» Required action
Exact copies of all the entries are required.

» Supplied information
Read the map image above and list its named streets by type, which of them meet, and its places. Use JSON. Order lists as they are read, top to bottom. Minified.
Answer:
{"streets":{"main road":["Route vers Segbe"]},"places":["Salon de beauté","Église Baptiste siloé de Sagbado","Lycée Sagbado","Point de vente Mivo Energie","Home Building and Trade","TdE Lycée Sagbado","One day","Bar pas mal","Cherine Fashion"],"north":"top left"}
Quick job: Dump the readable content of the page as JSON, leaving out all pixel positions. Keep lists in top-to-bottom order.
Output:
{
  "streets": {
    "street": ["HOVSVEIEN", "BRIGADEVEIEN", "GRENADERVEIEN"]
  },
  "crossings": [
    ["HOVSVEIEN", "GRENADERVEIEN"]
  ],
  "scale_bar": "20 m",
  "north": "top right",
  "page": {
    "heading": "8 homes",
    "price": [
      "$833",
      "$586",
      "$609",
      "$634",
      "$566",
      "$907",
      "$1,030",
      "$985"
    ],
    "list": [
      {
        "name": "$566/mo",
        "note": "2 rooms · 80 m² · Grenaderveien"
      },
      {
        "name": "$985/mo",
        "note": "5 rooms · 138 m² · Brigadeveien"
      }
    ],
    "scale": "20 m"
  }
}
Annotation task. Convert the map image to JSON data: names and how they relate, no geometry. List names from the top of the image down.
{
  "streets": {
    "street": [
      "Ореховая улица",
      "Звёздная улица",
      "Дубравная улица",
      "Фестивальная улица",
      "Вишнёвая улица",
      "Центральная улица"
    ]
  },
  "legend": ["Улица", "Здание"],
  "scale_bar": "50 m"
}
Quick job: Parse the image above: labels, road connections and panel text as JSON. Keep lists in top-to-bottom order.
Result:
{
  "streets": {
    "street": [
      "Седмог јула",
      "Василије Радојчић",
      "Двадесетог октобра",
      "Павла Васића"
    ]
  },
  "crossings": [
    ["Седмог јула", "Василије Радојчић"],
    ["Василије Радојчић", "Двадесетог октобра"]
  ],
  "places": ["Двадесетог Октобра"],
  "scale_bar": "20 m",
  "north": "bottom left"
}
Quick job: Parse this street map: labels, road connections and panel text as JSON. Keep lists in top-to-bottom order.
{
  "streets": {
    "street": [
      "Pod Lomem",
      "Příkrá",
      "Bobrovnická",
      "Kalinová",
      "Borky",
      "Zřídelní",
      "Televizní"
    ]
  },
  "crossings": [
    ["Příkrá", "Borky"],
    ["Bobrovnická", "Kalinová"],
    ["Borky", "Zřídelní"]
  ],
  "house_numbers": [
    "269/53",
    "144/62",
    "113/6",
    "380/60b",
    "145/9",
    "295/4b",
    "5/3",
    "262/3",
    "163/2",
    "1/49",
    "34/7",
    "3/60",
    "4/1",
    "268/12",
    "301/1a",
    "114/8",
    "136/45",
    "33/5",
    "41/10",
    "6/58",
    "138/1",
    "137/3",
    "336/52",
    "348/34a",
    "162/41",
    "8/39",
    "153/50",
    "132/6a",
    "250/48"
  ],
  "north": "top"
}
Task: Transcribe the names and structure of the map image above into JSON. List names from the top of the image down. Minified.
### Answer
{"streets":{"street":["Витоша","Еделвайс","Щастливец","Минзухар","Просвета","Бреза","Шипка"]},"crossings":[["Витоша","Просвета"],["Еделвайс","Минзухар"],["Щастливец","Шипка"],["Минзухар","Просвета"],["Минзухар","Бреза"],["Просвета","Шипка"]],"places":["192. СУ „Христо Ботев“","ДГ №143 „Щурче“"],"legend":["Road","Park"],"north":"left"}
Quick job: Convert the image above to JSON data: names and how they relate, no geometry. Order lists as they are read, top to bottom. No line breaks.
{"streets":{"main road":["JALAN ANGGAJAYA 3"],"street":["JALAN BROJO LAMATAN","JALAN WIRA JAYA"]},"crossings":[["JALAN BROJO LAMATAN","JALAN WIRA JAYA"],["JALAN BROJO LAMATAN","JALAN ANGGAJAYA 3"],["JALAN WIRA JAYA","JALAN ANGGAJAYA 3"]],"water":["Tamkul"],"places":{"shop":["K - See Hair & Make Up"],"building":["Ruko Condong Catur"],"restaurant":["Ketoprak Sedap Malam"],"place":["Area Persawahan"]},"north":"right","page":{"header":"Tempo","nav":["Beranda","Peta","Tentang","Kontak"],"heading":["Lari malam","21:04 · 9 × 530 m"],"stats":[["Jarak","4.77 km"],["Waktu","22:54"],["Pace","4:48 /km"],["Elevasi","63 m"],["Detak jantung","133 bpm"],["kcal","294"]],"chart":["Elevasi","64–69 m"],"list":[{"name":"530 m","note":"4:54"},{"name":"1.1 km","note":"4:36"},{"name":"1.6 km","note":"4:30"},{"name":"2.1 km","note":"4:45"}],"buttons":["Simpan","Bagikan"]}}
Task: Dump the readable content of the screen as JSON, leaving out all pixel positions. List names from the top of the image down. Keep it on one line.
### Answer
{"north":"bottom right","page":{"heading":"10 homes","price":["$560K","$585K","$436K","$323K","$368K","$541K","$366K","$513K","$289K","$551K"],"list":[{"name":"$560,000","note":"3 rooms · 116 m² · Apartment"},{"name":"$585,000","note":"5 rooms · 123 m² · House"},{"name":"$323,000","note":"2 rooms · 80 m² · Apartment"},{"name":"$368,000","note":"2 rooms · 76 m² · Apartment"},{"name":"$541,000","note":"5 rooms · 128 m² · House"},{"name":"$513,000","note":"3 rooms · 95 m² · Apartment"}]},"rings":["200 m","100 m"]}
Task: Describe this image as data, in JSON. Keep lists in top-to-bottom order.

» Reply to the task
Read the map image above and list its named streets by type, which of them meet, and its places. Use JSON. Order lists as they are read, top to bottom. Minified.
Answer:
{"streets":{"main road":["Route vers Segbe"]},"places":["Salon de beauté","Église Baptiste siloé de Sagbado","Lycée Sagbado","Point de vente Mivo Energie","Home Building and Trade","TdE Lycée Sagbado","One day","Bar pas mal","Cherine Fashion"],"north":"top left"}
Quick job: Dump the readable content of the page as JSON, leaving out all pixel positions. Keep lists in top-to-bottom order.
Output:
{
  "streets": {
    "street": ["HOVSVEIEN", "BRIGADEVEIEN", "GRENADERVEIEN"]
  },
  "crossings": [
    ["HOVSVEIEN", "GRENADERVEIEN"]
  ],
  "scale_bar": "20 m",
  "north": "top right",
  "page": {
    "heading": "8 homes",
    "price": [
      "$833",
      "$586",
      "$609",
      "$634",
      "$566",
      "$907",
      "$1,030",
      "$985"
    ],
    "list": [
      {
        "name": "$566/mo",
        "note": "2 rooms · 80 m² · Grenaderveien"
      },
      {
        "name": "$985/mo",
        "note": "5 rooms · 138 m² · Brigadeveien"
      }
    ],
    "scale": "20 m"
  }
}
Annotation task. Convert the map image to JSON data: names and how they relate, no geometry. List names from the top of the image down.
{
  "streets": {
    "street": [
      "Ореховая улица",
      "Звёздная улица",
      "Дубравная улица",
      "Фестивальная улица",
      "Вишнёвая улица",
      "Центральная улица"
    ]
  },
  "legend": ["Улица", "Здание"],
  "scale_bar": "50 m"
}
Quick job: Parse the image above: labels, road connections and panel text as JSON. Keep lists in top-to-bottom order.
Result:
{
  "streets": {
    "street": [
      "Седмог јула",
      "Василије Радојчић",
      "Двадесетог октобра",
      "Павла Васића"
    ]
  },
  "crossings": [
    ["Седмог јула", "Василије Радојчић"],
    ["Василије Радојчић", "Двадесетог октобра"]
  ],
  "places": ["Двадесетог Октобра"],
  "scale_bar": "20 m",
  "north": "bottom left"
}
Quick job: Parse this street map: labels, road connections and panel text as JSON. Keep lists in top-to-bottom order.
{
  "streets": {
    "street": [
      "Pod Lomem",
      "Příkrá",
      "Bobrovnická",
      "Kalinová",
      "Borky",
      "Zřídelní",
      "Televizní"
    ]
  },
  "crossings": [
    ["Příkrá", "Borky"],
    ["Bobrovnická", "Kalinová"],
    ["Borky", "Zřídelní"]
  ],
  "house_numbers": [
    "269/53",
    "144/62",
    "113/6",
    "380/60b",
    "145/9",
    "295/4b",
    "5/3",
    "262/3",
    "163/2",
    "1/49",
    "34/7",
    "3/60",
    "4/1",
    "268/12",
    "301/1a",
    "114/8",
    "136/45",
    "33/5",
    "41/10",
    "6/58",
    "138/1",
    "137/3",
    "336/52",
    "348/34a",
    "162/41",
    "8/39",
    "153/50",
    "132/6a",
    "250/48"
  ],
  "north": "top"
}
Task: Transcribe the names and structure of the map image above into JSON. List names from the top of the image down. Minified.
### Answer
{"streets":{"street":["Витоша","Еделвайс","Щастливец","Минзухар","Просвета","Бреза","Шипка"]},"crossings":[["Витоша","Просвета"],["Еделвайс","Минзухар"],["Щастливец","Шипка"],["Минзухар","Просвета"],["Минзухар","Бреза"],["Просвета","Шипка"]],"places":["192. СУ „Христо Ботев“","ДГ №143 „Щурче“"],"legend":["Road","Park"],"north":"left"}
Quick job: Convert the image above to JSON data: names and how they relate, no geometry. Order lists as they are read, top to bottom. No line breaks.
{"streets":{"main road":["JALAN ANGGAJAYA 3"],"street":["JALAN BROJO LAMATAN","JALAN WIRA JAYA"]},"crossings":[["JALAN BROJO LAMATAN","JALAN WIRA JAYA"],["JALAN BROJO LAMATAN","JALAN ANGGAJAYA 3"],["JALAN WIRA JAYA","JALAN ANGGAJAYA 3"]],"water":["Tamkul"],"places":{"shop":["K - See Hair & Make Up"],"building":["Ruko Condong Catur"],"restaurant":["Ketoprak Sedap Malam"],"place":["Area Persawahan"]},"north":"right","page":{"header":"Tempo","nav":["Beranda","Peta","Tentang","Kontak"],"heading":["Lari malam","21:04 · 9 × 530 m"],"stats":[["Jarak","4.77 km"],["Waktu","22:54"],["Pace","4:48 /km"],["Elevasi","63 m"],["Detak jantung","133 bpm"],["kcal","294"]],"chart":["Elevasi","64–69 m"],"list":[{"name":"530 m","note":"4:54"},{"name":"1.1 km","note":"4:36"},{"name":"1.6 km","note":"4:30"},{"name":"2.1 km","note":"4:45"}],"buttons":["Simpan","Bagikan"]}}
Task: Dump the readable content of the screen as JSON, leaving out all pixel positions. List names from the top of the image down. Keep it on one line.
### Answer
{"north":"bottom right","page":{"heading":"10 homes","price":["$560K","$585K","$436K","$323K","$368K","$541K","$366K","$513K","$289K","$551K"],"list":[{"name":"$560,000","note":"3 rooms · 116 m² · Apartment"},{"name":"$585,000","note":"5 rooms · 123 m² · House"},{"name":"$323,000","note":"2 rooms · 80 m² · Apartment"},{"name":"$368,000","note":"2 rooms · 76 m² · Apartment"},{"name":"$541,000","note":"5 rooms · 128 m² · House"},{"name":"$513,000","note":"3 rooms · 95 m² · Apartment"}]},"rings":["200 m","100 m"]}
Task: Describe this image as data, in JSON. Keep lists in top-to-bottom order.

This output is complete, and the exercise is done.